Stored entries
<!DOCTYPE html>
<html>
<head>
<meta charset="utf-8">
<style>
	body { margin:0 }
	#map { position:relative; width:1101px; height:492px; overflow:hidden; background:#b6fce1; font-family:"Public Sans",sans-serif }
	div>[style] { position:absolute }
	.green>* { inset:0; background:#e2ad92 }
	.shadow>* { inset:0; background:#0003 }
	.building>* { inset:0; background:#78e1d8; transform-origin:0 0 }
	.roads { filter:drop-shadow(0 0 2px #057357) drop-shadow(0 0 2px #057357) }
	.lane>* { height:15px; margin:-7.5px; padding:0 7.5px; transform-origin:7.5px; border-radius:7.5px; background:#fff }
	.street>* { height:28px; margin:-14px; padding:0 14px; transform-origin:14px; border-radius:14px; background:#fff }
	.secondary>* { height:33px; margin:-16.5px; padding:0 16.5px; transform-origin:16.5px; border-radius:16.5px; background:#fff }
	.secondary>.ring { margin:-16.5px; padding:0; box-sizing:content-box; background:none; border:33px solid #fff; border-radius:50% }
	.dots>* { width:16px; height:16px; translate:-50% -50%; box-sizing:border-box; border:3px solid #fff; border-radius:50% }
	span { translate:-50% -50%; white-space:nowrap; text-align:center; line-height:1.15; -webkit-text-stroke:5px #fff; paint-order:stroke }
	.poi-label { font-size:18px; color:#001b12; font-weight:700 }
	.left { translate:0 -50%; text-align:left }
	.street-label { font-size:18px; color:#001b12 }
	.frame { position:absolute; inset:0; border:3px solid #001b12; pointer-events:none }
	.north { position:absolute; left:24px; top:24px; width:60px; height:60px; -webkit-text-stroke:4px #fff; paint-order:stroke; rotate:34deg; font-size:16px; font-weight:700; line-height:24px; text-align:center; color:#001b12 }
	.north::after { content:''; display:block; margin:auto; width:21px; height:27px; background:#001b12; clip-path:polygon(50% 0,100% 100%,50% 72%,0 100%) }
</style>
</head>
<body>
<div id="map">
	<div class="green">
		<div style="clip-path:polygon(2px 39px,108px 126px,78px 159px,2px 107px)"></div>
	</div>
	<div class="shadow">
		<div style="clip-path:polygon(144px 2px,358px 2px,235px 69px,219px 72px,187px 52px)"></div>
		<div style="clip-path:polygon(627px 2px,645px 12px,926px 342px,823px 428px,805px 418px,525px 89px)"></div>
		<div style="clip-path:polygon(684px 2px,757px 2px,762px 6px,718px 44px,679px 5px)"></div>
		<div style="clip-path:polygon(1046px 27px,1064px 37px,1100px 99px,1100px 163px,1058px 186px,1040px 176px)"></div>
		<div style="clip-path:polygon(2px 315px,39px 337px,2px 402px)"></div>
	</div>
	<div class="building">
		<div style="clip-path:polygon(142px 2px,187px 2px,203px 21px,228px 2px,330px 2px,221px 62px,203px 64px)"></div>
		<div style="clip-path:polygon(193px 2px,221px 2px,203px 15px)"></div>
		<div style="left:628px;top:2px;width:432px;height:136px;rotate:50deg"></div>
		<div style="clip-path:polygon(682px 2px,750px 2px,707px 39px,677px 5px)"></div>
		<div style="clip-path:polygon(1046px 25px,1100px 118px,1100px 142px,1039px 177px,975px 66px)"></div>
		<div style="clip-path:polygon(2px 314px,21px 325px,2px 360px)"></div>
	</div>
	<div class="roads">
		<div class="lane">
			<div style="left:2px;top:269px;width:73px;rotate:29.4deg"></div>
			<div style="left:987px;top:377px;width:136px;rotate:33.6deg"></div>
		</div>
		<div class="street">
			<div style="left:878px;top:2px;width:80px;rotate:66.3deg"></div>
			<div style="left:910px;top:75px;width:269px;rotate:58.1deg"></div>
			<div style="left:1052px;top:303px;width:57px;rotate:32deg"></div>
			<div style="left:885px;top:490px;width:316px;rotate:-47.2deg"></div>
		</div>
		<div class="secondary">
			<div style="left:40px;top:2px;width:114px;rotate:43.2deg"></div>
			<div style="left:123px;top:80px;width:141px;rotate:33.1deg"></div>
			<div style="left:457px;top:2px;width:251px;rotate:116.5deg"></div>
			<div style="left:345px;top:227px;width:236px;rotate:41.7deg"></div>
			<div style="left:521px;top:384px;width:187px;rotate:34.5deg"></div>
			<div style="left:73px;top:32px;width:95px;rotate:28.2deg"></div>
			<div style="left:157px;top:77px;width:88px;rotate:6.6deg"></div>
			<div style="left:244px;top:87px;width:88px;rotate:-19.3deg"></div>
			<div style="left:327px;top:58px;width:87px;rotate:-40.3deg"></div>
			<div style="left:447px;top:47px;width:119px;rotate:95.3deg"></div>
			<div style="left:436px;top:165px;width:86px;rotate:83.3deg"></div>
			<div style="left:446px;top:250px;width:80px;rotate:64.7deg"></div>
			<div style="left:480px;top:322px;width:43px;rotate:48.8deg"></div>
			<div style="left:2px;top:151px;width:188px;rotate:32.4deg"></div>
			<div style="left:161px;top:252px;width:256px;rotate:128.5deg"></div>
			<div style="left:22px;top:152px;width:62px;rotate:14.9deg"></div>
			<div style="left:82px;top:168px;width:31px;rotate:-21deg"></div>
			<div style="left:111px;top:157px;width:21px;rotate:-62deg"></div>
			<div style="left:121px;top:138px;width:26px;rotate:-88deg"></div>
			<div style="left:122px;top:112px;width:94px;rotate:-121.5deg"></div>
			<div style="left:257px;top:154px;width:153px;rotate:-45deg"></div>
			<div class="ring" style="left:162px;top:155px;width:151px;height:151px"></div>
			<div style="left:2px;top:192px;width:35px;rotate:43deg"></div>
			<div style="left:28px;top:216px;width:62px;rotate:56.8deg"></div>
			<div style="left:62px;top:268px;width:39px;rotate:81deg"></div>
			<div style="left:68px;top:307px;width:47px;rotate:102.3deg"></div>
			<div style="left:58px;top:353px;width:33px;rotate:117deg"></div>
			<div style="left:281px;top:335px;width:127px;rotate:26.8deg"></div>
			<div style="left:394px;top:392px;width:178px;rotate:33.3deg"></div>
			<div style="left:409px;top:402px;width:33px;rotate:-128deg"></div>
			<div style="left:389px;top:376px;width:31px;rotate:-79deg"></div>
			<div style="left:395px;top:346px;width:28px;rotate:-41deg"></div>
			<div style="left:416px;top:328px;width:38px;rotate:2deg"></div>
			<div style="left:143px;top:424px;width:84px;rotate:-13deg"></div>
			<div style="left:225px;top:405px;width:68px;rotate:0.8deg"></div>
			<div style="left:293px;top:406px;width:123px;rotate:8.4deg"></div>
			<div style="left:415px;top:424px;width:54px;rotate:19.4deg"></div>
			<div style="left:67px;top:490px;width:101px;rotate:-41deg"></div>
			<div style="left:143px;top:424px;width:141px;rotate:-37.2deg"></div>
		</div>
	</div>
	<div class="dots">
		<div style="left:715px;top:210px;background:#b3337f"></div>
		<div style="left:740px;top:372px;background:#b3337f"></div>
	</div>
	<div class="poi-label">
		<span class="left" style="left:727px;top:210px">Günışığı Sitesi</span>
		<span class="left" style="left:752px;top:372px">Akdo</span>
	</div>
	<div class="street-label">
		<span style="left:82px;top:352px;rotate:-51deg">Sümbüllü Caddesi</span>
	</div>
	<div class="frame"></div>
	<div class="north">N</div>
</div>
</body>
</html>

**Your assignment:**
Write out only the lines that run from the line containing "inset:0; background:#78e1d8; transform-origin:0" through the line containing "font-size:18px; color:#001b12; font-weight:700", both included, exactly as they appear above.

**Worked solution:**
	.building>* { inset:0; background:#78e1d8; transform-origin:0 0 }
	.roads { filter:drop-shadow(0 0 2px #057357) drop-shadow(0 0 2px #057357) }
	.lane>* { height:15px; margin:-7.5px; padding:0 7.5px; transform-origin:7.5px; border-radius:7.5px; background:#fff }
	.street>* { height:28px; margin:-14px; padding:0 14px; transform-origin:14px; border-radius:14px; background:#fff }
	.secondary>* { height:33px; margin:-16.5px; padding:0 16.5px; transform-origin:16.5px; border-radius:16.5px; background:#fff }
	.secondary>.ring { margin:-16.5px; padding:0; box-sizing:content-box; background:none; border:33px solid #fff; border-radius:50% }
	.dots>* { width:16px; height:16px; translate:-50% -50%; box-sizing:border-box; border:3px solid #fff; border-radius:50% }
	span { translate:-50% -50%; white-space:nowrap; text-align:center; line-height:1.15; -webkit-text-stroke:5px #fff; paint-order:stroke }
	.poi-label { font-size:18px; color:#001b12; font-weight:700 }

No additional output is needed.